◆ What to produce ◆
Please return the data word for word and leave out any picture it contains.

Collected data
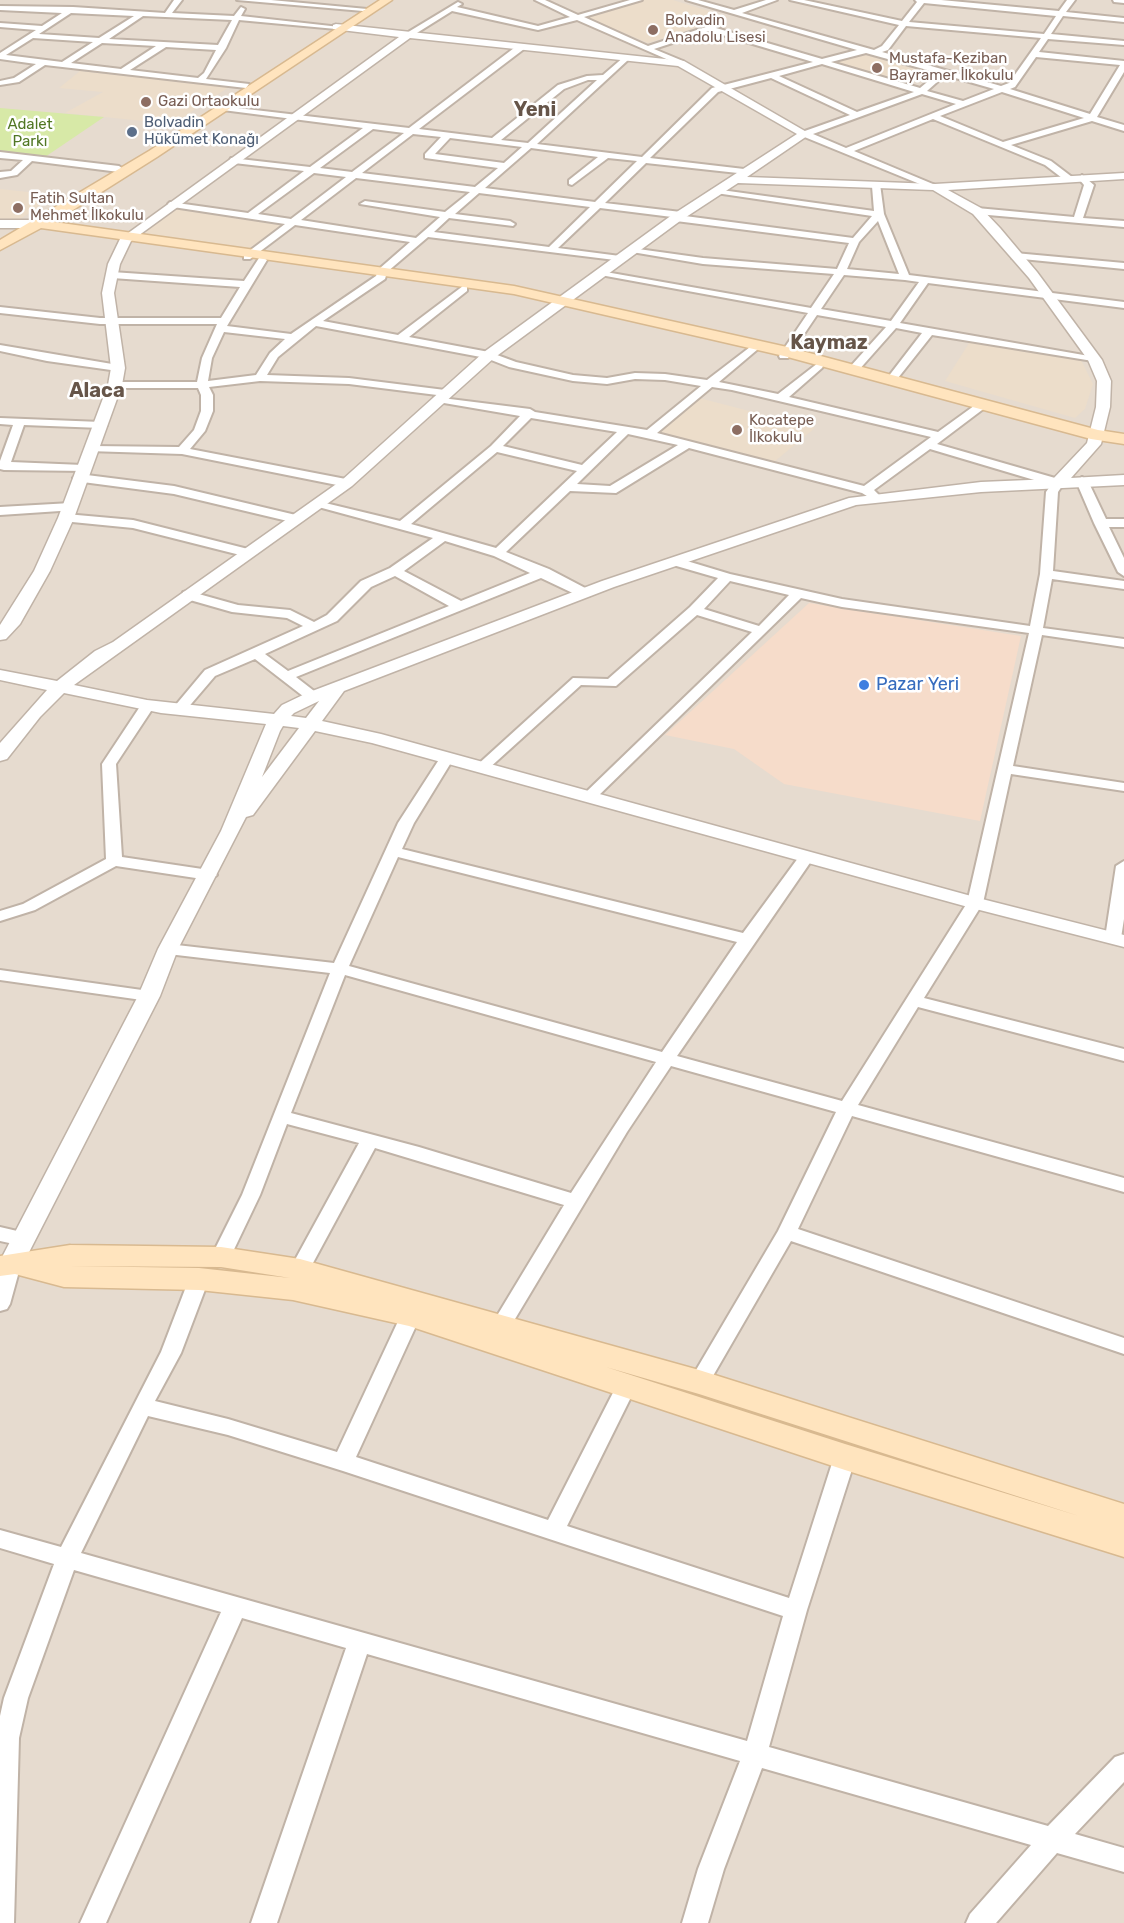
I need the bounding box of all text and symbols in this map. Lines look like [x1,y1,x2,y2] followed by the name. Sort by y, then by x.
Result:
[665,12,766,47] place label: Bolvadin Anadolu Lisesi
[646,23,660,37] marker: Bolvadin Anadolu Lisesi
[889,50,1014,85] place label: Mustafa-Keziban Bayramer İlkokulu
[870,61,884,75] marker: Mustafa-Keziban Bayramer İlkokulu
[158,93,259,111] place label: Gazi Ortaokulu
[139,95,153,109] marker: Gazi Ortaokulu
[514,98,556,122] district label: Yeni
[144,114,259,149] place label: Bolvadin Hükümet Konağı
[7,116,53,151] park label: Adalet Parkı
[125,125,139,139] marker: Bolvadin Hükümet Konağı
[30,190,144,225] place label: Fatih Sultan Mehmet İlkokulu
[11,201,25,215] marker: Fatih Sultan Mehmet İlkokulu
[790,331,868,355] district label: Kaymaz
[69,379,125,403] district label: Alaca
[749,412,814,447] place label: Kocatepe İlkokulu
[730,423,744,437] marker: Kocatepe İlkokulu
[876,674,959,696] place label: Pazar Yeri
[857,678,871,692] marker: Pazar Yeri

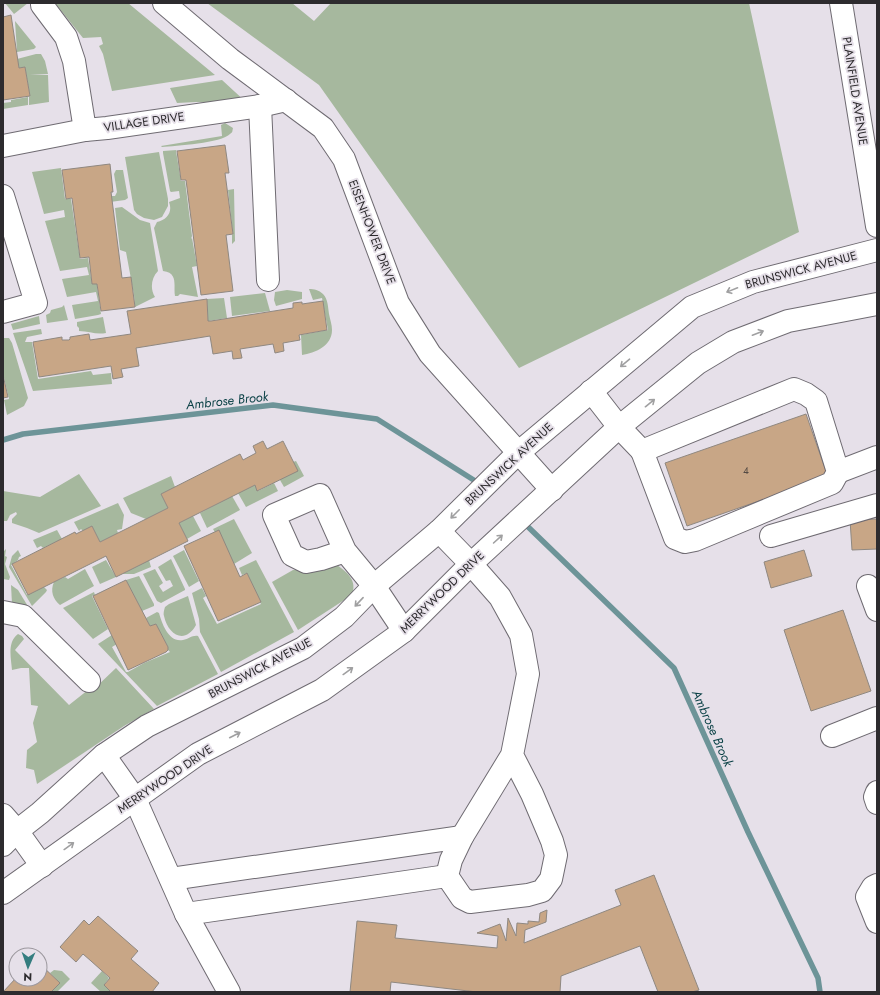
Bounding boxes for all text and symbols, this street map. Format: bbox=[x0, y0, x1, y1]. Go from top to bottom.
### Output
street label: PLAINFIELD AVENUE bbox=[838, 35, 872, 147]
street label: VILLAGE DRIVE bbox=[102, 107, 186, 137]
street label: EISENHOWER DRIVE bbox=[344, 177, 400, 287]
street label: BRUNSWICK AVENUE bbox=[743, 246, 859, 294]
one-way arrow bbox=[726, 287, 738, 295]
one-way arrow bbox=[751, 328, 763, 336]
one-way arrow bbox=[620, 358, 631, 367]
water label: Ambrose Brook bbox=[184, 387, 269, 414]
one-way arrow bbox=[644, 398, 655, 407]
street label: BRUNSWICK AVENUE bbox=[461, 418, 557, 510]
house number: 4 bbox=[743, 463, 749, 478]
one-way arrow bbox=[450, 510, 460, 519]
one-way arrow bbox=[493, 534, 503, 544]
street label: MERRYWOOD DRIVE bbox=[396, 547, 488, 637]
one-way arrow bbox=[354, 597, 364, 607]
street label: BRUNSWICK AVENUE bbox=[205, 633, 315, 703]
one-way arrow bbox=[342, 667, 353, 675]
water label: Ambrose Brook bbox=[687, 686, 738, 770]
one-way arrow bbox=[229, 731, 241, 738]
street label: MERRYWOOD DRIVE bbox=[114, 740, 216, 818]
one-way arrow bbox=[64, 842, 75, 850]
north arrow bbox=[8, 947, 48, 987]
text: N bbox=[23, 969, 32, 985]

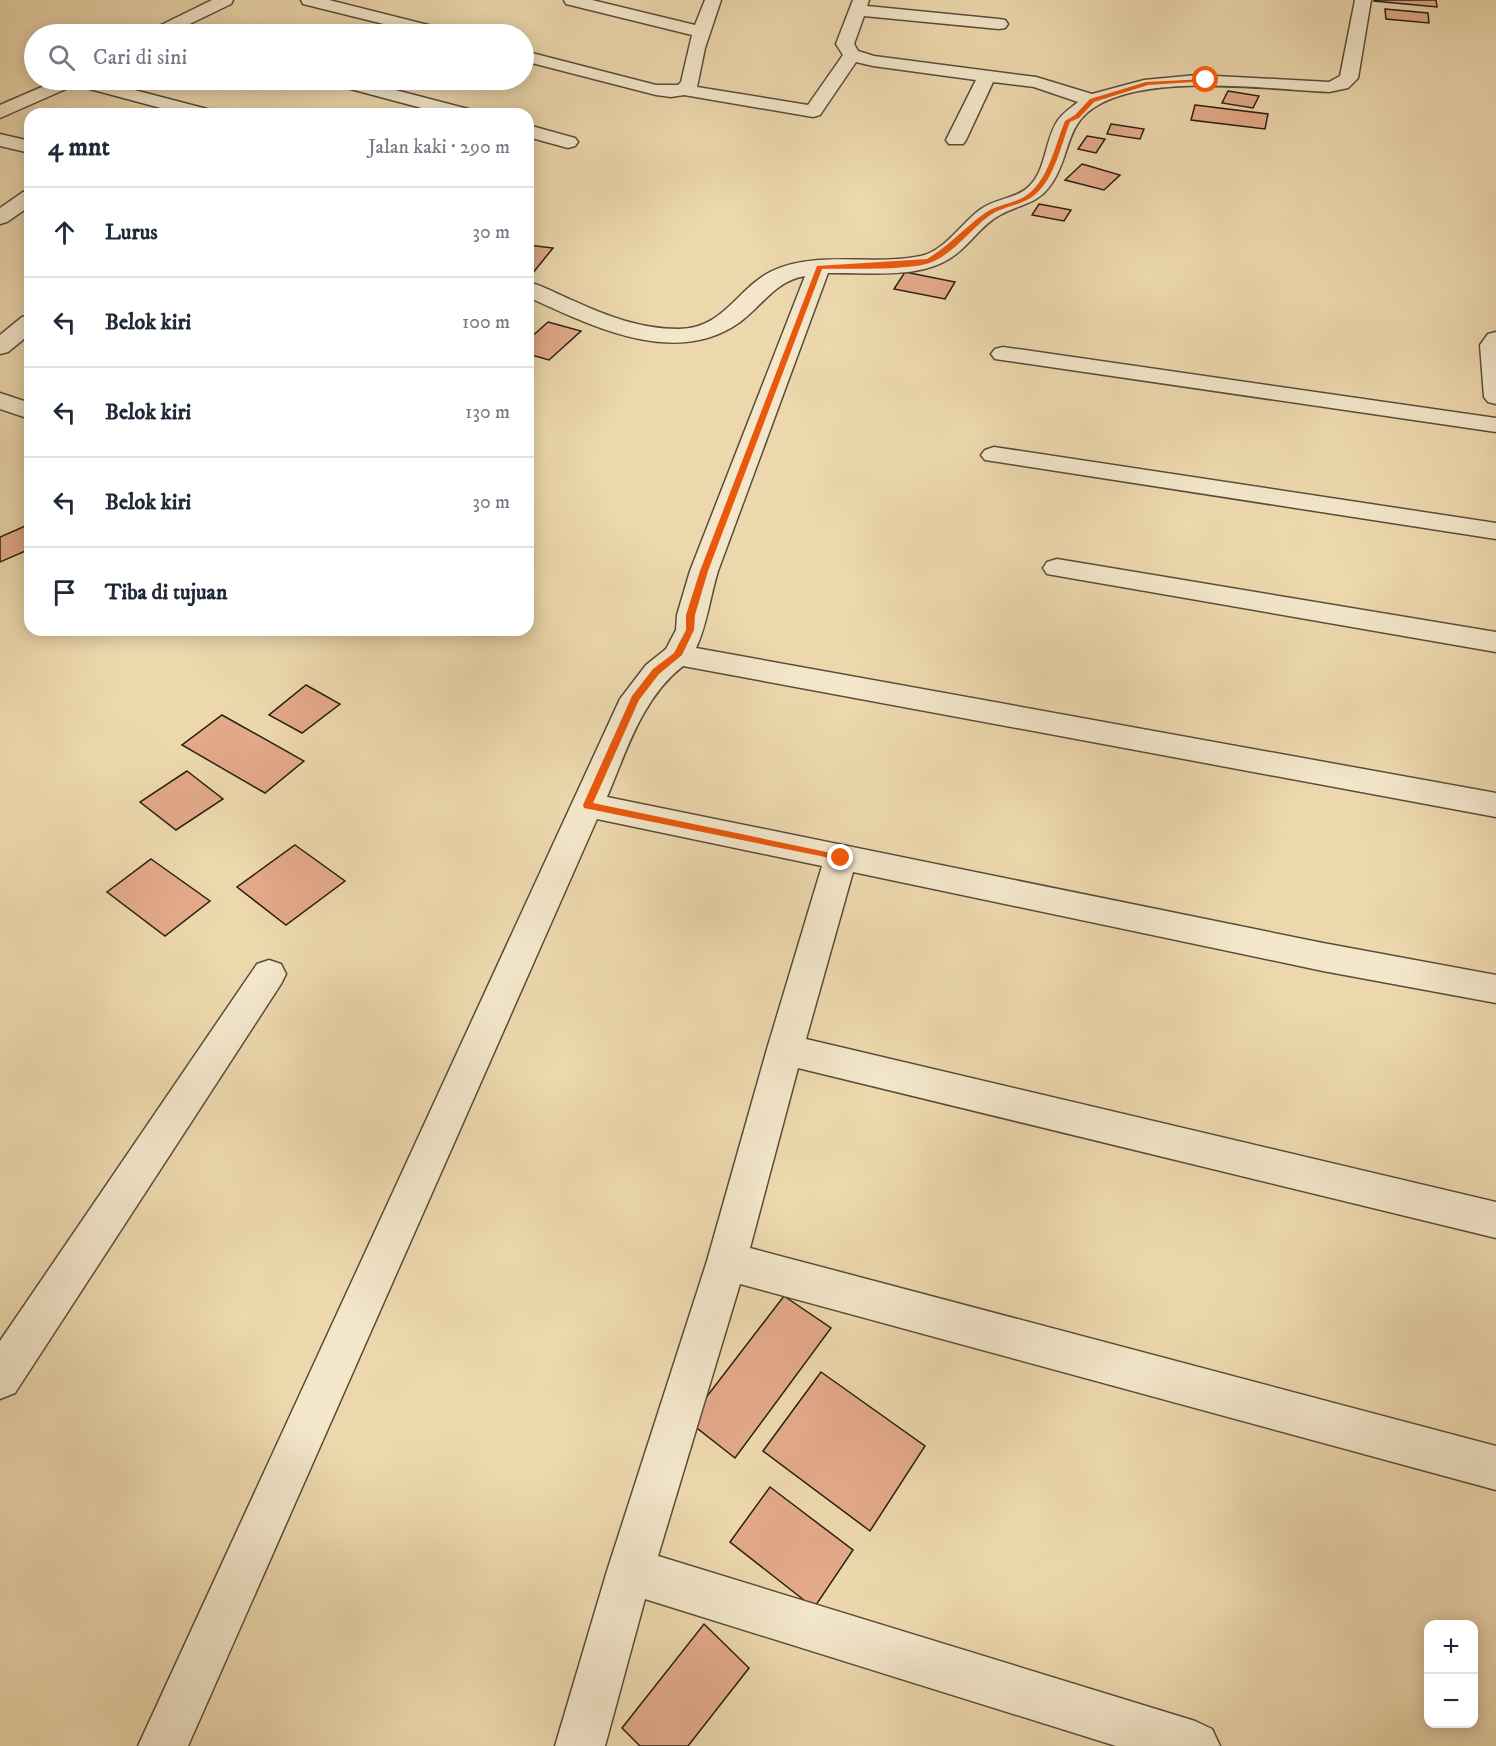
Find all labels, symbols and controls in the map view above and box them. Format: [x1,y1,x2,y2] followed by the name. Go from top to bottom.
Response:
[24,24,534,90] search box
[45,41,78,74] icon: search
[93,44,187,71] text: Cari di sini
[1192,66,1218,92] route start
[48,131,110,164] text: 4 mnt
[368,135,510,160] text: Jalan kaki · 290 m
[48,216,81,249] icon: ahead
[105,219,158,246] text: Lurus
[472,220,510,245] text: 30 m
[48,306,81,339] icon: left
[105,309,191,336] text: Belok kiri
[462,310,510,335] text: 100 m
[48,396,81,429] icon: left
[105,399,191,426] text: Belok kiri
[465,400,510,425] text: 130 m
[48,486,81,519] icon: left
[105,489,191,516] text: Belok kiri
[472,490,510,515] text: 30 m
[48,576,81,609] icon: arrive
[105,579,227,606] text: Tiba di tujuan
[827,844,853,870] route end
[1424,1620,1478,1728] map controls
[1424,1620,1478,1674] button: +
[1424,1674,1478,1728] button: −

◆ Reply to the exercise ◆
I need the bounding box of all text and symbols in this map. Lines look like [x1,y1,x2,y2] followed by the name. Sort by y, then by x.
Result:
[665,12,766,47] place label: Bolvadin Anadolu Lisesi
[646,23,660,37] marker: Bolvadin Anadolu Lisesi
[889,50,1014,85] place label: Mustafa-Keziban Bayramer İlkokulu
[870,61,884,75] marker: Mustafa-Keziban Bayramer İlkokulu
[158,93,259,111] place label: Gazi Ortaokulu
[139,95,153,109] marker: Gazi Ortaokulu
[514,98,556,122] district label: Yeni
[144,114,259,149] place label: Bolvadin Hükümet Konağı
[7,116,53,151] park label: Adalet Parkı
[125,125,139,139] marker: Bolvadin Hükümet Konağı
[30,190,144,225] place label: Fatih Sultan Mehmet İlkokulu
[11,201,25,215] marker: Fatih Sultan Mehmet İlkokulu
[790,331,868,355] district label: Kaymaz
[69,379,125,403] district label: Alaca
[749,412,814,447] place label: Kocatepe İlkokulu
[730,423,744,437] marker: Kocatepe İlkokulu
[876,674,959,696] place label: Pazar Yeri
[857,678,871,692] marker: Pazar Yeri

Bounding boxes for all text and symbols, this street map. Format: bbox=[x0, y0, x1, y1]. Go from top to bottom.
### Output
street label: PLAINFIELD AVENUE bbox=[838, 35, 872, 147]
street label: VILLAGE DRIVE bbox=[102, 107, 186, 137]
street label: EISENHOWER DRIVE bbox=[344, 177, 400, 287]
street label: BRUNSWICK AVENUE bbox=[743, 246, 859, 294]
one-way arrow bbox=[726, 287, 738, 295]
one-way arrow bbox=[751, 328, 763, 336]
one-way arrow bbox=[620, 358, 631, 367]
water label: Ambrose Brook bbox=[184, 387, 269, 414]
one-way arrow bbox=[644, 398, 655, 407]
street label: BRUNSWICK AVENUE bbox=[461, 418, 557, 510]
house number: 4 bbox=[743, 463, 749, 478]
one-way arrow bbox=[450, 510, 460, 519]
one-way arrow bbox=[493, 534, 503, 544]
street label: MERRYWOOD DRIVE bbox=[396, 547, 488, 637]
one-way arrow bbox=[354, 597, 364, 607]
street label: BRUNSWICK AVENUE bbox=[205, 633, 315, 703]
one-way arrow bbox=[342, 667, 353, 675]
water label: Ambrose Brook bbox=[687, 686, 738, 770]
one-way arrow bbox=[229, 731, 241, 738]
street label: MERRYWOOD DRIVE bbox=[114, 740, 216, 818]
one-way arrow bbox=[64, 842, 75, 850]
north arrow bbox=[8, 947, 48, 987]
text: N bbox=[23, 969, 32, 985]

Find all labels, symbols and controls in the map view above and box them. Format: [x1,y1,x2,y2] followed by the name. Go from top to bottom.
Response:
[24,24,534,90] search box
[45,41,78,74] icon: search
[93,44,187,71] text: Cari di sini
[1192,66,1218,92] route start
[48,131,110,164] text: 4 mnt
[368,135,510,160] text: Jalan kaki · 290 m
[48,216,81,249] icon: ahead
[105,219,158,246] text: Lurus
[472,220,510,245] text: 30 m
[48,306,81,339] icon: left
[105,309,191,336] text: Belok kiri
[462,310,510,335] text: 100 m
[48,396,81,429] icon: left
[105,399,191,426] text: Belok kiri
[465,400,510,425] text: 130 m
[48,486,81,519] icon: left
[105,489,191,516] text: Belok kiri
[472,490,510,515] text: 30 m
[48,576,81,609] icon: arrive
[105,579,227,606] text: Tiba di tujuan
[827,844,853,870] route end
[1424,1620,1478,1728] map controls
[1424,1620,1478,1674] button: +
[1424,1674,1478,1728] button: −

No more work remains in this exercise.